И я снова замирал, только теперь уже от счастья!  Я лез к отцу на колени, я мучил его вопросами, я искал у него защиты от материнской строгости. Я это все хорошо помню!  Я был счастлив от одного его прикосновения. Я до сих пор помню  запах его пота, строганного дерева и опилок. Ожидание любви переходило в бытие любви. И это было взаимно! Он гладил меня, играл со мной, разговаривал, шутил, просил помочь в чем-нибудь… Меня, несмышленыша и неумеху!.. И это тоже все делалось с любовью.
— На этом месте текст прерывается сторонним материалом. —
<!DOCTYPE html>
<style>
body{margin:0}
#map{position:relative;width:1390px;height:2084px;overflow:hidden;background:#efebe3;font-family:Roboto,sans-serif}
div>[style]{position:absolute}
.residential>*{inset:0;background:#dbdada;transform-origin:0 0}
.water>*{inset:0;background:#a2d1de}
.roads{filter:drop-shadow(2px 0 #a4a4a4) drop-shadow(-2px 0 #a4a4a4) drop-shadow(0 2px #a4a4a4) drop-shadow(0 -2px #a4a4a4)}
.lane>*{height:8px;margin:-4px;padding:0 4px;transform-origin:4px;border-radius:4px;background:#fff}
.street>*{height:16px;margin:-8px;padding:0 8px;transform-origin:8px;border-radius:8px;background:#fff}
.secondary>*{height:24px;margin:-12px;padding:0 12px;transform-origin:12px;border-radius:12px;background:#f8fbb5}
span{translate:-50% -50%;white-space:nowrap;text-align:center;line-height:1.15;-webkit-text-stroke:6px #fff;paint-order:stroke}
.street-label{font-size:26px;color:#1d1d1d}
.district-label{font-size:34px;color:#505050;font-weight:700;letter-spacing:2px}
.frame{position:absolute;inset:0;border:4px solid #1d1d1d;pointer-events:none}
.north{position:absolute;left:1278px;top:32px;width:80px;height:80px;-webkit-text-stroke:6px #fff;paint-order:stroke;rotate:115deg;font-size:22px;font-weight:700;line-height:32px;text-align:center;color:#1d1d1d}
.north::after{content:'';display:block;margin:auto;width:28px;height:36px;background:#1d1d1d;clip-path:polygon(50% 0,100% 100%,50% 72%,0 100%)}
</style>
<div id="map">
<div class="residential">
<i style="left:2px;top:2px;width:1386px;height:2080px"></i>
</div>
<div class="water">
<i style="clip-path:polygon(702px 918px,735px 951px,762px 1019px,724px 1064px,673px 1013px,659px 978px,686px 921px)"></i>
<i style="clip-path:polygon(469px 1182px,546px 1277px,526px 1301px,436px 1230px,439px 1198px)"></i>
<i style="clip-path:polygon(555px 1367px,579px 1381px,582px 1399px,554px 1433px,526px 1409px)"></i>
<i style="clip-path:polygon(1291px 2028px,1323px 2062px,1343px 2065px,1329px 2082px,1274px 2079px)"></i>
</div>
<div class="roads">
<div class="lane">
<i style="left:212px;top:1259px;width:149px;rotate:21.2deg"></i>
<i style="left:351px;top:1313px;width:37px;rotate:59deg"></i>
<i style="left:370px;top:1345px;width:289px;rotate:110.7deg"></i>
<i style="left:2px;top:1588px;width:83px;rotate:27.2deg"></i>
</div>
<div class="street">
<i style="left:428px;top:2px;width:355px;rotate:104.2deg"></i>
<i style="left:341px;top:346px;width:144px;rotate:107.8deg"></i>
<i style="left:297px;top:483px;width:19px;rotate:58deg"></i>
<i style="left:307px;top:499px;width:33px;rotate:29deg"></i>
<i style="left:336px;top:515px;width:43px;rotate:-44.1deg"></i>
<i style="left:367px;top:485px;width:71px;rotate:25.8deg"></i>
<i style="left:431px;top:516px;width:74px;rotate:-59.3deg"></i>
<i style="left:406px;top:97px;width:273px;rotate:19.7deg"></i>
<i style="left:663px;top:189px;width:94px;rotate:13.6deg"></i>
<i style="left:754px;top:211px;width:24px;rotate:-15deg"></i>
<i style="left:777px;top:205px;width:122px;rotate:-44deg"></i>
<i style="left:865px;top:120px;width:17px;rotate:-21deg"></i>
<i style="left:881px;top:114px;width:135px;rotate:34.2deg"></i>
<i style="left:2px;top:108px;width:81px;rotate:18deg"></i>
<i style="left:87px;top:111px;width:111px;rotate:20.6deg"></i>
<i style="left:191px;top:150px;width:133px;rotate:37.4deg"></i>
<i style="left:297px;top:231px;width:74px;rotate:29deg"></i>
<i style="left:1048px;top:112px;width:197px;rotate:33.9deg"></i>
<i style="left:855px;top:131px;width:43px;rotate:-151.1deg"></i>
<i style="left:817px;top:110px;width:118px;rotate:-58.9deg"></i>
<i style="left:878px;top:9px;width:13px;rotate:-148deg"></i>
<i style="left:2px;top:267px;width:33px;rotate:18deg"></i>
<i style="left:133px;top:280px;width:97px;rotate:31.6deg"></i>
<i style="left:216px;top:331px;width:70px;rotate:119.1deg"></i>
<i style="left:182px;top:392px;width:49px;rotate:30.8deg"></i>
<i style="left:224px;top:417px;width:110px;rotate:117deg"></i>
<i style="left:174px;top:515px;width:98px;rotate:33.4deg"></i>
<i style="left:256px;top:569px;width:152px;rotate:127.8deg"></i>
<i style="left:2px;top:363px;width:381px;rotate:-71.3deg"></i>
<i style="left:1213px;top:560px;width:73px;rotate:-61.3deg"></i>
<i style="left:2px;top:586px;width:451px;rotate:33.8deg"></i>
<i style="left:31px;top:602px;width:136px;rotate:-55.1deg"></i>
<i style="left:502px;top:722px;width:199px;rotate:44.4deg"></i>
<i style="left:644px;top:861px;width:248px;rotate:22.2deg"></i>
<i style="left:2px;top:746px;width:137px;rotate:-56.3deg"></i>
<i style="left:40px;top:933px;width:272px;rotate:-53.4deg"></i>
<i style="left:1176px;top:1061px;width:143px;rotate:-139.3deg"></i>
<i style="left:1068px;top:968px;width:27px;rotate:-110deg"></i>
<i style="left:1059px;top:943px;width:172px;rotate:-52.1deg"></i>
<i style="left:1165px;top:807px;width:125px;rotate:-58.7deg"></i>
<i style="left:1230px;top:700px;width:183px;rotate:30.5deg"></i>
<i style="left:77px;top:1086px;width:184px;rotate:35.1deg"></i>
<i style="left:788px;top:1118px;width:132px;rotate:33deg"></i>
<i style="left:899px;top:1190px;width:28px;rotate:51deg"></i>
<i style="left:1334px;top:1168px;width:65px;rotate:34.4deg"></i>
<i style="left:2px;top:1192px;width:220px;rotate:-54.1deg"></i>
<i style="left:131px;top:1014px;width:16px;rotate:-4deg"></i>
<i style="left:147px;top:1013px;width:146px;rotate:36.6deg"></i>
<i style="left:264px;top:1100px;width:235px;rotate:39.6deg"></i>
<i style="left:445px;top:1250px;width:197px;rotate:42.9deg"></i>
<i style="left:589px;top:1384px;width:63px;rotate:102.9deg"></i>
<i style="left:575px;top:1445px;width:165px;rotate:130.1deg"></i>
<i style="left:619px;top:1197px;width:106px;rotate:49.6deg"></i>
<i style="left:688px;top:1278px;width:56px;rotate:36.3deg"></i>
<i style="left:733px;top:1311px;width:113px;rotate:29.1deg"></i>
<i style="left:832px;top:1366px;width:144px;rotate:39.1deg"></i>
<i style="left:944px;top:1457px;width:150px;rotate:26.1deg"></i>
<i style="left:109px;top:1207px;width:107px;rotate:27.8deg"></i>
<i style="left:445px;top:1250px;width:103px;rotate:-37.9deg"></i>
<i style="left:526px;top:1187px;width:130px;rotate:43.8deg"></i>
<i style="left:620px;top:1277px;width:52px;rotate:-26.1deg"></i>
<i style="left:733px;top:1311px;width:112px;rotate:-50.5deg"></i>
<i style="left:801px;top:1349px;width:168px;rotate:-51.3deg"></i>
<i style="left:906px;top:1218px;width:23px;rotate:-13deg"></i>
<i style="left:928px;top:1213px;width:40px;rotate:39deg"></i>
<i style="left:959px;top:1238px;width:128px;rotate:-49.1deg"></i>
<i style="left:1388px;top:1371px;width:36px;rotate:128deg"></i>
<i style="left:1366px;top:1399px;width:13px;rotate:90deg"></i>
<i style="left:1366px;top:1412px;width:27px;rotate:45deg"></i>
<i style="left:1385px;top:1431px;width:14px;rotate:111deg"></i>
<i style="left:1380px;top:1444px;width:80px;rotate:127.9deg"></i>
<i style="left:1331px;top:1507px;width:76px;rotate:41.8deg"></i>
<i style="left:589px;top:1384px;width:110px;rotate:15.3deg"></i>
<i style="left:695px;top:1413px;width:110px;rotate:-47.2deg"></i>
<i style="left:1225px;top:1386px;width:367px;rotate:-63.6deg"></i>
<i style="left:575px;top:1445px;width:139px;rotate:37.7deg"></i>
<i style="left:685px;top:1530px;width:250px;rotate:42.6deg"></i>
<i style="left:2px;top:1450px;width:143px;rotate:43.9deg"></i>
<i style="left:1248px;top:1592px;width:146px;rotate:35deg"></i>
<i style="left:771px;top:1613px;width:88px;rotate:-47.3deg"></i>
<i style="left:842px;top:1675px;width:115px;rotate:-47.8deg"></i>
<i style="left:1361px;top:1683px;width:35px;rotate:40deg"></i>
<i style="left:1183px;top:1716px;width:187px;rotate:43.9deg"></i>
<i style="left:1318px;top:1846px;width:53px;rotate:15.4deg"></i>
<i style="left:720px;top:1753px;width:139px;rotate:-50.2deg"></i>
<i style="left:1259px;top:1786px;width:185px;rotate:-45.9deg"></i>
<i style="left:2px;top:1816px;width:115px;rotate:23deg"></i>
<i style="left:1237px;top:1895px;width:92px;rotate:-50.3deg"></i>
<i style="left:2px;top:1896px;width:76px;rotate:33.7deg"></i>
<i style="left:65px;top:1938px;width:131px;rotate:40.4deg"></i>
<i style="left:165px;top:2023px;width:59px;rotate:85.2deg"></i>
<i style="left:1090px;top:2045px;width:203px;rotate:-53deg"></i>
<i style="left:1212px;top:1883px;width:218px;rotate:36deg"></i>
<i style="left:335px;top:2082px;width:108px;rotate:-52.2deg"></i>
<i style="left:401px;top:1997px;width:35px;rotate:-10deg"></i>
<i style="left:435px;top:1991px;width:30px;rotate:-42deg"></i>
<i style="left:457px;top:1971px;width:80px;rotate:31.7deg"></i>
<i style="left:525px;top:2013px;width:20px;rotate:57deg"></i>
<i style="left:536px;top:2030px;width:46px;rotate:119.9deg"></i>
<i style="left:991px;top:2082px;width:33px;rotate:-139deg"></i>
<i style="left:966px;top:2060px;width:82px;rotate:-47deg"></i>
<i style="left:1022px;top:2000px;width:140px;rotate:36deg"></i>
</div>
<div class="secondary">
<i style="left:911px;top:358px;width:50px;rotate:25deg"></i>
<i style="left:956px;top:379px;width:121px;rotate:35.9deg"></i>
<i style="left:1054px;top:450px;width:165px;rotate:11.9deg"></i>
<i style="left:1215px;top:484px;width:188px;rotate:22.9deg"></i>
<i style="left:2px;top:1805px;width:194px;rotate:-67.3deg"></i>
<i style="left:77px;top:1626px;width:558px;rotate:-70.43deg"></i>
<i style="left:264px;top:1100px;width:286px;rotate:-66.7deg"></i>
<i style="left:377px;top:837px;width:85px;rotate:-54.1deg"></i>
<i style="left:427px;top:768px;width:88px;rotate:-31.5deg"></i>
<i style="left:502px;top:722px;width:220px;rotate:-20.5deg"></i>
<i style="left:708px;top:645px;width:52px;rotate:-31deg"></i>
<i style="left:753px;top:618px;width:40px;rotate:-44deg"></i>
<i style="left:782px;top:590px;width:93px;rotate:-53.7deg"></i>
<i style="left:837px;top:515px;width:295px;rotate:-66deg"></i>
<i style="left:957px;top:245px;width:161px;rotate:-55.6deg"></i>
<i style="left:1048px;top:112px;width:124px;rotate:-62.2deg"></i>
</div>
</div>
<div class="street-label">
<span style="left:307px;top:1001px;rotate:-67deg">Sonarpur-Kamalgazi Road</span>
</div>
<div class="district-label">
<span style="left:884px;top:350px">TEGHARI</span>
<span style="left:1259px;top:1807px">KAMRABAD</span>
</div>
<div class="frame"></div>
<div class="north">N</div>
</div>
   Но были и другие вечера. Их было намного больше. И они были страшными!
   У отца было не его, не отцовское и родное лицо. Была глумливая, пьяная маска садиста! И никакого проблеска разума в блестящих пьяных глазах…
   Он не трогал меня. Он «отрывался» на матери. Это было так страшно и так невыносимо, что временами я бился в «падучей» и терял сознание. «Закатывался», как говорила мать.
   Мать кричала, звала на помощь. Иногда приходили соседки, усмиряли отца. А я убегал на улицу. Бежал, даже не соображая- куда? – и твердил, захлебываясь слезами: «Я убью тебя! Я вырасту- и убью тебя!» И почему-то хотелось умереть самому…
   А на следующее, после пьянки утро меня будил монотонный громкий беспрестанный бубнеж матери на кухне.
  Это было так тягостно и так противно, что я начинал уже ненавидеть мать. Ну, нельзя же таким нытьем отвадить от пьянки! Она что, не понимает?! Таким нытьем можно только в петлю загнать!
   А отец тихо сидел где-то рядом с ней на кухне и почти ничего не говорил. И не уходил. Ему нужны были деньги на опохмелку…»


                             Г Л А В А   6

   С реки заметно потянуло холодом.
   Пришлось натянуть свитер. От холода ли, от звездного ли неба- вдруг вспомнилось ему осеннее  озеро Улагач в октябре месяце. Было в его жизни такое: озеро Улагач.
   Ласковое, прозрачное, рыбное… А тогда они вдруг собрались на него по осени, он да друг Лешка с собакой, лохматой дворняжкой  по кличке Тяпа.  Чего собрались- и сами не поняли… Душа захотела!..
   Березовые околотки уже оголились. Трава пожухла, полегла. По ночам стояли заморозки, лужи леденели тонким слоем.
   Наломали по пути сосняка, нагрузили сверху, на  багажник машины. Поискали на всякий случай грибы. Выпили попутно по рюмашке за удачу.
   Дорога после осенних нудных дождей оказалась на удивление сухой. Лишь в самых глухих и не продуваемых закоулках в колее стояли лужи, покрытые желтой хвоей и опавшей листвой.
   Молчали птицы.
   Пронзительная осенняя тишина стояла в мире. И всю дорогу, пока они добирались до места, в машине звучала кассета с Сухановым.
   «О, больная, прохладная осень…»
   Пока грузили на машину сушняк, Тяпа носился сломя голову по лесу. Явился весь встрепанный, в репьях и лесном мусоре. Лешка, посмеиваясь, обобрал из шерсти репейник, забросил Тяпу в машину. Тот повозился на заднем сиденье и его начало рвать. Пока все выгребли и вычистили  в салоне- начало смеркаться. Но, все-равно, успели и лодку накачать, и сети поставить, и палатку, и супец сделать.
    
    Они жили там три дня. Пили, проверяли сети, играли на гитаре и говорили «за жизнь». Им никогда так в жизни не говорилось, как там, на свинцовом осеннем Улагаче. И постоянно, постоянно звучал Суханов…  И «звенела высокая тоска»…
   Никогда он такое не забудет. Суханов… коричневое с желтым…холодная прозрачность… дым осеннего костра… разговор двух подвыпивших людей…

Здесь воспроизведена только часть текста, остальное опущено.